> _YOUR OBJECTIVE_
In the records that come next, find every line with "display". Return those lines.

· · · · · · ·

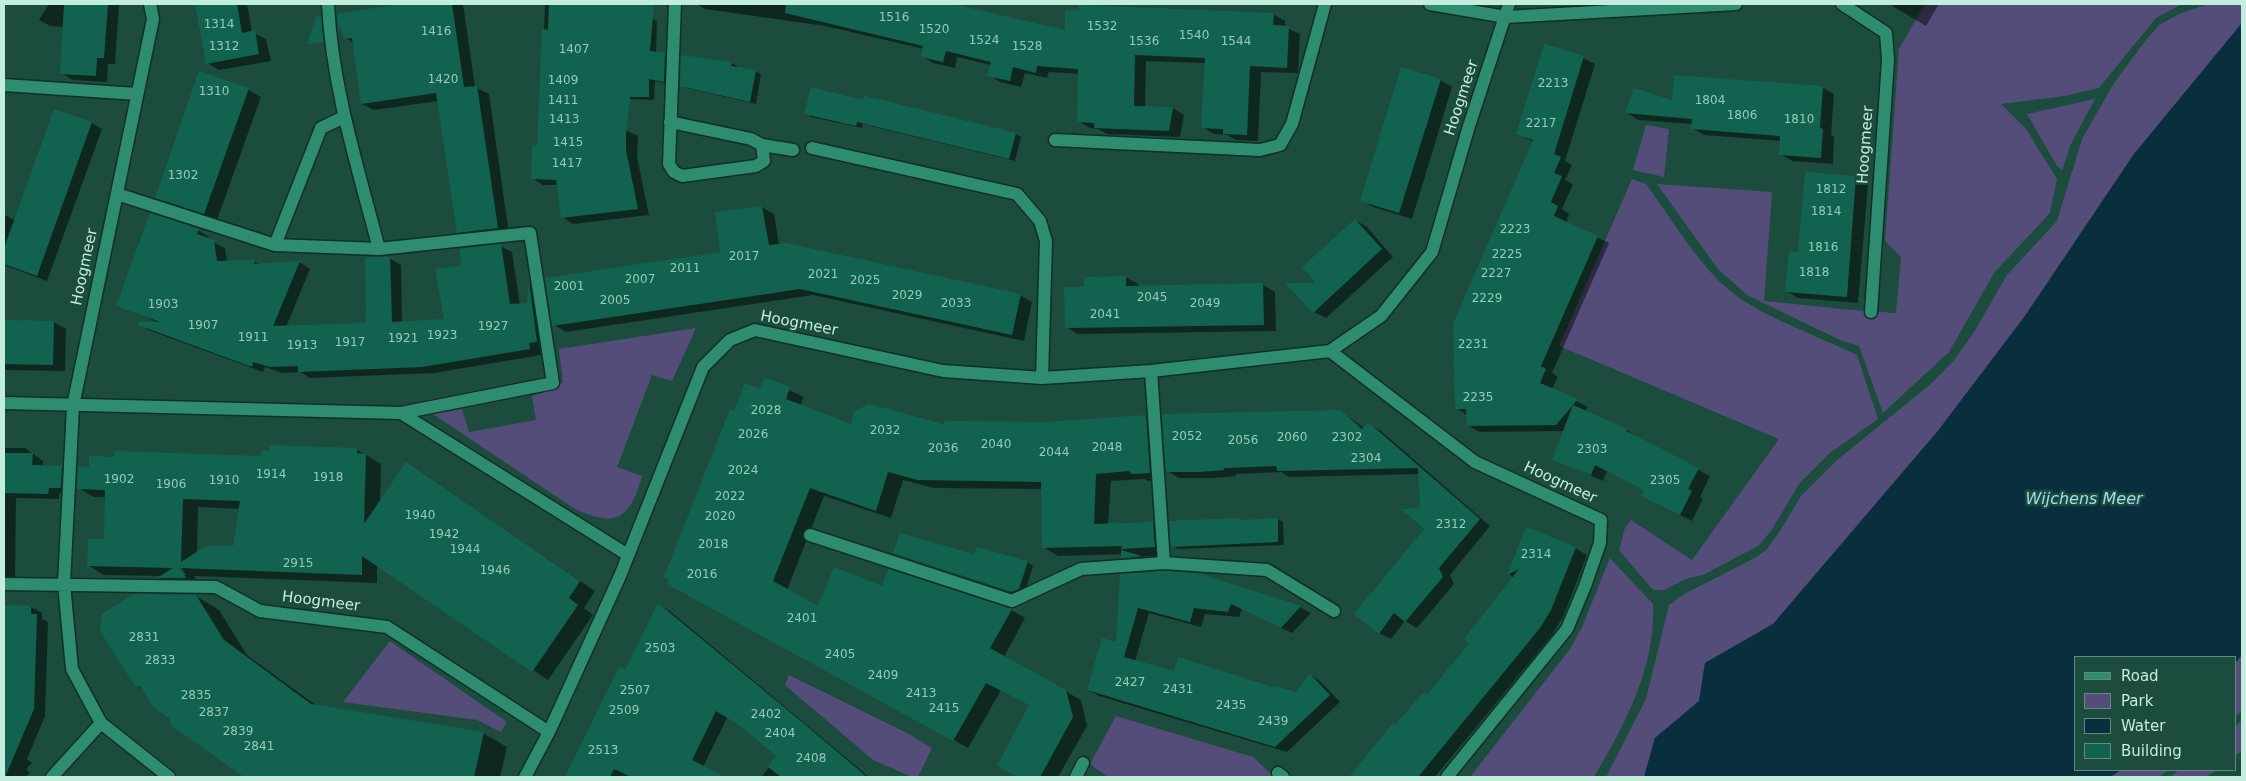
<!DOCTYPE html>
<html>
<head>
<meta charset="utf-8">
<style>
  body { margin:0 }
  #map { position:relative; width:2246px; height:781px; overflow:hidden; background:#1c4c3d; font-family:"DejaVu Sans",sans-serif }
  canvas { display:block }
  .frame { position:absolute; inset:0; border:5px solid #c3eddd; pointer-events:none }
  .legend { position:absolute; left:2074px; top:656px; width:162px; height:115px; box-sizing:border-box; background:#1c4c3d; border:1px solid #5f8c7d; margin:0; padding:6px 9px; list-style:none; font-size:15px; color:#c3eddd }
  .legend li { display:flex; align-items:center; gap:10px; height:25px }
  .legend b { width:25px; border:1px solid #5f8c7d }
</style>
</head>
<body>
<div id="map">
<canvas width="2246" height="781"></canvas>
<div class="frame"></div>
<ul class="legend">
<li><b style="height:6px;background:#2e8c71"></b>Road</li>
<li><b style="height:14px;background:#544d79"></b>Park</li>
<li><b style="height:14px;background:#092e3e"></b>Water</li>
<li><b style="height:14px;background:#11634f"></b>Building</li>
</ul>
</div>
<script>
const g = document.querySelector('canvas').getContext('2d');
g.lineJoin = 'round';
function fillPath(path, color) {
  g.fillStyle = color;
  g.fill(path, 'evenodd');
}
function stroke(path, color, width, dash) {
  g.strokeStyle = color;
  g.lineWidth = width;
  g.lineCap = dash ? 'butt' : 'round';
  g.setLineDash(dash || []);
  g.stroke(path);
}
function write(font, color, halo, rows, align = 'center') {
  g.font = font + ' "DejaVu Sans",sans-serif';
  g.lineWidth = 5;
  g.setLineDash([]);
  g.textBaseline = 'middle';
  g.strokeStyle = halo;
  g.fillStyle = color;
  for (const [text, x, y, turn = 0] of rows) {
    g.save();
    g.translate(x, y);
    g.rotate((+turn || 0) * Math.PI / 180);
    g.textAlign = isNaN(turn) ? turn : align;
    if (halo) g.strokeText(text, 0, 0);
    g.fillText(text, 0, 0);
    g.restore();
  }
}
fillPath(new Path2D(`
  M1925,4H2182L2156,18L2099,88L2065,96L2001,104L2026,129L2057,179L2050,213L1994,273L1949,352L1883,413L1859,346L1842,341L1747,295L1717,268L1657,184L1772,192L1764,301C1808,305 1852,311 1896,313L1901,257L1885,241L1899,49Z
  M2208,4H2242V23L2134,154L2025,316L1937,432L1773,624L1705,663L1699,701L1655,738L1644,777H1606L1646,699L1669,605L1684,594L1755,558L1767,549L1780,531L1801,496L1837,460L1932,383L1955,359L1974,332L2007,275L2057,221L2082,139L2114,83L2146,40L2159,25L2179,14Z
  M2095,99L2071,144L2062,170L2057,166L2027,114Z
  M1646,125L1669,129L1664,177L1633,170Z
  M1632,179L1646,184C1672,219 1700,268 1734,294C1766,318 1820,337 1857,355L1878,419L1831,452L1799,484L1771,531L1758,546L1703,575L1685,579L1665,590H1653L1619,550L1625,528L1631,520L1692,560L1779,439L1559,346Z
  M696,328L672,381L652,375L617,467L642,476C630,519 616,528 575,509L433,414L462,409L469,432L536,420L532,396L555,389L563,382L559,349Z
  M1610,558L1653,604C1656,667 1625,724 1594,777H1470L1570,649L1582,627Z
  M390,641L507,722L501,732L477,720L343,702Z
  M2242,655V711L2235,717V663Z
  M789,675L909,734L932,748L918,777H912L873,760L785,685Z
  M1116,716L1253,757L1274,777H1108L1090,764Z
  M2242,720V751L2235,756V726Z
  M2121,770H2168L2159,777H2110Z
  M2179,770H2217L2206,777H2170Z`), '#544d79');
fillPath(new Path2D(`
  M2242,23V655L2235,663V657H2075V770H2121L2110,777H1644L1655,738L1699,701L1705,663L1773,624L1937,432L2025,316L2134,154Z`), '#092e3e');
fillPath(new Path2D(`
  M49,4H119L115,64H108L107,82L73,80L61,73L64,27L50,26L39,20Z
  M196,4H247L252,32L266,39L271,61L219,70L207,63Z
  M406,4H463L475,87L489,94L509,234L469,239L458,232L438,101L374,110L362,104L354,43L345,38L339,16Z
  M545,4H602L597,127L626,130L638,136L637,157L649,215L573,224L562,217L558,185H543L532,178L539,146Z
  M696,4H948L1066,32L1273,14L1285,21V27L1300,34L1298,73L1261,72L1258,141L1236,140L1227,135L1214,134L1202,127L1206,63L1146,61L1145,107L1173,108L1184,115L1180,137L1107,134L1098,129L1090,128L1079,122L1080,74L1049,72L1047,78L1025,73L1021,87L1000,82L989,75L991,65L957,57L955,68L933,63L922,56L924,49L825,26L705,9Z
  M1889,4H1939L1926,26Z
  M652,18L657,21L656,53L670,58L669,84L655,81L654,100L631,99L626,96Z
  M1583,58L1595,64L1565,161L1572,165L1565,180L1573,184L1562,209L1569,214L1566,223L1609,243L1552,373L1558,377L1552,389L1588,407L1585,411L1627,430L1638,438L1710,476L1700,497L1703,499L1692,521L1655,502L1646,490L1607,471L1603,481L1554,459L1564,431L1480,432L1468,426L1467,415L1456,408L1534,142L1518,134Z
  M732,63L737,66V68L755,71L761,74L756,104L687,88L681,85Z
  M200,73L249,90L261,97L217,220L169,204L157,197Z
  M1440,80L1452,87L1412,219L1373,207L1361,200Z
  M1823,88L1834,94L1831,135L1834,137L1833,164L1792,161L1780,154L1781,141L1704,135L1692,128L1693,124L1638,120L1627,113L1673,102Z
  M54,110L92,123L102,129L47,281L4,265V215L15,220Z
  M806,113L1016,134L1021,137L1015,161L863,124L862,128L811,117Z
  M1856,177L1868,184L1858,303L1798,298L1786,291L1799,254Z
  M762,207L774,214L779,245L1020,295L1032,302L1024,341L813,295L566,332L554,325L722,253Z
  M1355,220L1367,227L1393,257L1326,318L1314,312Z
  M198,230L209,237L208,240L225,248L227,262H255L260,265L299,262L310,269L286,327L367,324L389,258L401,265L402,322L446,320L463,266L500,246L512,252L520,305L528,304L530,283L540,289L548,348L540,349L541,355L434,373L310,378L300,372L282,373L265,367L263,372L151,331L140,325L159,323L118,305Z
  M1126,277L1138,284V287L1263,285L1275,292L1276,331L1078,334L1066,327L1086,288Z
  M4,321L54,322L66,329L65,371L4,370Z
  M765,379L804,397L800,406L852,426L1047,423L1146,416L1160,424L1164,480L1148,481L1144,479L1111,481L1108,524L1153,523L1167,531L1169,555L1137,557L1132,554L1058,556L1043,547L1042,489L934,488L903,480L891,518L824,496L787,590L819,608L882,588L1011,610L1025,618L1004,657L1081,700L1087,726L1058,777H1020L999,765L1031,705L1001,690L968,748L683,592L735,412L760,390Z
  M1341,411L1364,428L1368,424L1380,430L1490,526L1450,575L1454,584L1417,628L1405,621L1391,639L1379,633L1426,529L1421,509L1420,474L1289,477L1281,472L1236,474V476L1212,478H1179L1167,471Z
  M4,448H25L43,461V467H61L72,474L71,494L59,493V499L16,498L15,578H4Z
  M356,449L381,464L380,503L407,463L595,591L584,608L593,615L548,680L377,565V583L194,576L200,587L174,586L159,578L163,576L104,575L89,566L106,540V497H94L78,488L262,457ZM198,507L240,509L234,548L197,553ZM178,562L186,575H183Z
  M1277,519L1283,522L1284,545L1178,549L1172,546Z
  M1526,529L1575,548L1587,555L1563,617L1552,635L1435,777H1351L1393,725L1396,726L1428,696L1471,643L1514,578L1509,574Z
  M894,553L975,556L1027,562L1033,566L1025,592L1018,595Z
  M1121,575H1197L1300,607L1311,613L1292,633L1242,609L1239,617L1205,614L1201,627L1149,613L1135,661L1175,673L1296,693L1311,675L1321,682L1340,702L1287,752L1099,696L1088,690L1117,643Z
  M196,596L219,610L247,655L317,706L483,733L507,747L500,777H246L173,725L170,718L144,690L136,685Z
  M658,605L670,611L869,777H761L778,756L740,724L728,716L698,777H567L619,669L626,672Z
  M4,606L31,607L42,613V619L48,622L45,716L27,759L32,763L26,769L30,773L26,777H4Z`), '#0007');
fillPath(new Path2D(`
  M64,4H108L104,58H97L96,76L60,74Z
  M195,4H237L242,33L255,30L259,54L206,64Z
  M399,4H452L464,87L477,86L498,228L457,233L436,93L361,104L352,38L344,39L340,26L338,31L337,14Z
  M549,4H654L650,51L665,53L664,82L649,79V97H630L626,135V150L638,209L561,218L556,180L531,179L532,145H537L542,29L548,30Z
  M786,4H953L1065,30V10H1079V5L1274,13L1273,25L1289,26L1287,68L1250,66L1247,135L1223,134V129L1201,128L1205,58L1135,55L1134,106L1173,107L1169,131L1094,128V123L1077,122L1078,69L1037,66L1036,73L1013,67L1010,81L987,76L991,62L946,51L943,62L921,57L923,46L785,13Z
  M321,16L323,42L307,44L316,17Z
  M1544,44L1584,56L1554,154L1561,157L1554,173L1562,176L1551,202L1558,206L1554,216L1598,236L1541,366L1546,369L1540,383L1578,399L1556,425L1467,426L1466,409H1455L1453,324L1533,140L1516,134Z
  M681,55L732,62L731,66L756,70L750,102L680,86Z
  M1401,67L1441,79L1399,213L1360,201Z
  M199,71L249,88L204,214L155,198Z
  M1674,75L1823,86L1820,128L1823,129L1821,158L1779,155L1780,136L1691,129L1692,119L1625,113L1634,88L1672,100Z
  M811,87L863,100L864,96L886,101L1016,133L1009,159L857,122L856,126L804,114Z
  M54,109L92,122L37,276L4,264V248Z
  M1805,172L1856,176L1847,297L1785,292L1789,252H1798Z
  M762,206L769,245L786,243L1021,294L1012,335L800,289L552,326L545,278L720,252L715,212Z
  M150,213L199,229L197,234L214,240L217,261L255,260L254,264L300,261L273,326L366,323L365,257H390L392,322L444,319L435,269L462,265L459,249L501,244L510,304L527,303L529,281L537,342L529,343L530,349L422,367L298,372V366L270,367L253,362L252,367L138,325L139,322H160L116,306Z
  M1355,219L1382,249L1313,313L1285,283H1316L1302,267Z
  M1126,276V286L1263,283L1264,325L1065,328L1064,287H1084V277Z
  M4,320L54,321L53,365L4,364Z
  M764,377L790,387L786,399L851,424L854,411L869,404L943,424L946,421L1047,422L1146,415L1150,473L1132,474L1129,471L1096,474L1094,524L1153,522L1155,547L1121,549L1122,546L1042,548L1041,482L918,480L888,472L876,511L810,488L773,581L818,606L834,567L882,586L888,569L1012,609L990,648L1066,690L1073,717L1040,777H1018L997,766L1029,705L986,683L953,741L667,584L669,579L664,577L730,409L734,411L745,383L760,389Z
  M1573,405L1627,429L1626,431L1699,468L1688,489L1692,491L1680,515L1641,496L1644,490L1595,465L1591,475L1552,460Z
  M1341,410L1362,429L1368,422L1480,519L1439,568L1443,577L1405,622L1394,613L1379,634L1354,614L1424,529L1401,509L1420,508L1418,468L1277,471L1276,466L1224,468V470L1199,472H1166L1162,414Z
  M269,445L357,448V453L366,454L364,524L406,462L580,581L569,598L578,605L532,672L362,556V575L180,568L186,578H157L173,568L87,566L88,539H104L105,490L77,489L78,466L89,467V456L114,457V451L261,456V451H269ZM183,499L240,501L233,546H206L181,562Z
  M4,453H33L32,465L62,466L61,488H49L48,494L4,493Z
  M1241,518V520L1278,518V542L1171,547L1169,521Z
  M1526,527L1576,547L1551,610L1540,628L1418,777H1349L1393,723L1395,725L1424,692L1427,695L1469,643L1464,639L1519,569L1507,575Z
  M900,533L974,554L977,547L1028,561L1019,589L1011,592L893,553Z
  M1121,550L1142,556L1121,558Z
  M1164,571L1197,573L1301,606L1281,628L1231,604L1228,612L1194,608L1190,622L1138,608L1124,657L1174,671L1178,657L1276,688L1277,686L1295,692L1310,674L1330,695L1275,747L1087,690L1102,638L1116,642L1120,574Z
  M133,594L196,595L224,640L311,704L484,732L474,777H244L172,726L169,718L153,707L141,687L135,686L100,631L102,614Z
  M658,603L802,722L867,777H781L768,767L776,756L739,725L716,711L692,760L725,777H631L614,769L610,777H565L619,667L625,670Z
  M4,605L31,606V614H37L34,709L5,777Z`), '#11634f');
const minor = new Path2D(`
  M150,4L153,19L73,406L64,584L72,669L101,723L169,777
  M328,4C332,87 358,168 379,249
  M675,4L669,164L674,172L682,176L756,166L764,161L762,145L793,150
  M1430,4L1506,17L1736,4
  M1842,4L1886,33L1888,60L1871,312
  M4,85L137,94
  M670,122L751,139L762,145
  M1055,140L1260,150L1280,145L1292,124L1325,4
  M812,148L1017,194L1040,221L1046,241L1042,378
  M117,194L275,245L379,249L530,233L553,383L401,413
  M275,245L321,128L344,117
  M1330,351L1475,462L1601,520L1600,543L1585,586L1567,629L1447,777
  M1151,371L1164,563
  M4,403L401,413L628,555
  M810,535L1012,601L1081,569L1164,563L1267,570L1334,611
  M4,584L216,587L260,611L387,627L549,732
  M1278,773L1283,777
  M52,777L101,723
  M525,777L549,732L620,576L703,367L730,340L755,330L943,371L1042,378L1151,371L1330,351L1381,316L1432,252L1469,126L1509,4
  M1076,777L1083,763`);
stroke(minor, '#122f26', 15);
stroke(minor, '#2e8c71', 12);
write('12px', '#96caba', null, [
  ["1516",894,18],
  ["1314",219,25],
  ["1532",1102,27],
  ["1520",934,30],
  ["1416",436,32],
  ["1540",1194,36],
  ["1524",984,41],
  ["1536",1144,42],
  ["1544",1236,42],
  ["1312",224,47],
  ["1528",1027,47],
  ["1407",574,50],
  ["1420",443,80],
  ["1409",563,81],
  ["2213",1553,84],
  ["1310",214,92],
  ["1411",563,101],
  ["1804",1710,101],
  ["1806",1742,116],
  ["1413",564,120],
  ["1810",1799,120],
  ["2217",1541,124],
  ["1415",568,143],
  ["1417",567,164],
  ["1302",183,176],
  ["1812",1831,190],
  ["1814",1826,212],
  ["2223",1515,230],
  ["1816",1823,248],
  ["2225",1507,255],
  ["2017",744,257],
  ["2011",685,269],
  ["1818",1814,273],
  ["2227",1496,274],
  ["2021",823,275],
  ["2007",640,280],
  ["2025",865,281],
  ["2001",569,287],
  ["2029",907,296],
  ["2045",1152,298],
  ["2229",1487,299],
  ["2005",615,301],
  ["2033",956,304],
  ["2049",1205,304],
  ["1903",163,305],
  ["2041",1105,315],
  ["1907",203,326],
  ["1927",493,327],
  ["1923",442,336],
  ["1911",253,338],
  ["1921",403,339],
  ["1917",350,343],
  ["2231",1473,345],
  ["1913",302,346],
  ["2235",1478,398],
  ["2028",766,411],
  ["2032",885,431],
  ["2026",753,435],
  ["2052",1187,437],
  ["2060",1292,438],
  ["2302",1347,438],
  ["2056",1243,441],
  ["2040",996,445],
  ["2048",1107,448],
  ["2036",943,449],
  ["2303",1592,450],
  ["2044",1054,453],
  ["2304",1366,459],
  ["2024",743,471],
  ["1914",271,475],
  ["1918",328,478],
  ["1902",119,480],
  ["1910",224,481],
  ["2305",1665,481],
  ["1906",171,485],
  ["2022",730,497],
  ["1940",420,516],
  ["2020",720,517],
  ["2312",1451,525],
  ["1942",444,535],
  ["2018",713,545],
  ["1944",465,550],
  ["2314",1536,555],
  ["2915",298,564],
  ["1946",495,571],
  ["2016",702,575],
  ["2401",802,619],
  ["2831",144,638],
  ["2503",660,649],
  ["2405",840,655],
  ["2833",160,661],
  ["2409",883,676],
  ["2427",1130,683],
  ["2431",1178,690],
  ["2507",635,691],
  ["2413",921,694],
  ["2835",196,696],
  ["2435",1231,706],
  ["2415",944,709],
  ["2509",624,711],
  ["2837",214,713],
  ["2402",766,715],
  ["2439",1273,722],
  ["2839",238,732],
  ["2404",780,734],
  ["2841",259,747],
  ["2513",603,751],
  ["2408",811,759]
]);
write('15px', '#c3eddd', '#1c4c3d', [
  ["Hoogmeer",1462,98,-72],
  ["Hoogmeer",1866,145,-86],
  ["Hoogmeer",85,267,-78],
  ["Hoogmeer",799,324,11],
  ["Hoogmeer",1560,483,25],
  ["Hoogmeer",321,602,7]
]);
write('italic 16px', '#a3d9f5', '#1c4c3d', [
  ["Wijchens Meer",2084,500]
]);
</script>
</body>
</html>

· · · · · · ·

> _EXERCISE RESPONSE_
  canvas { display:block }
  .legend li { display:flex; align-items:center; gap:10px; height:25px }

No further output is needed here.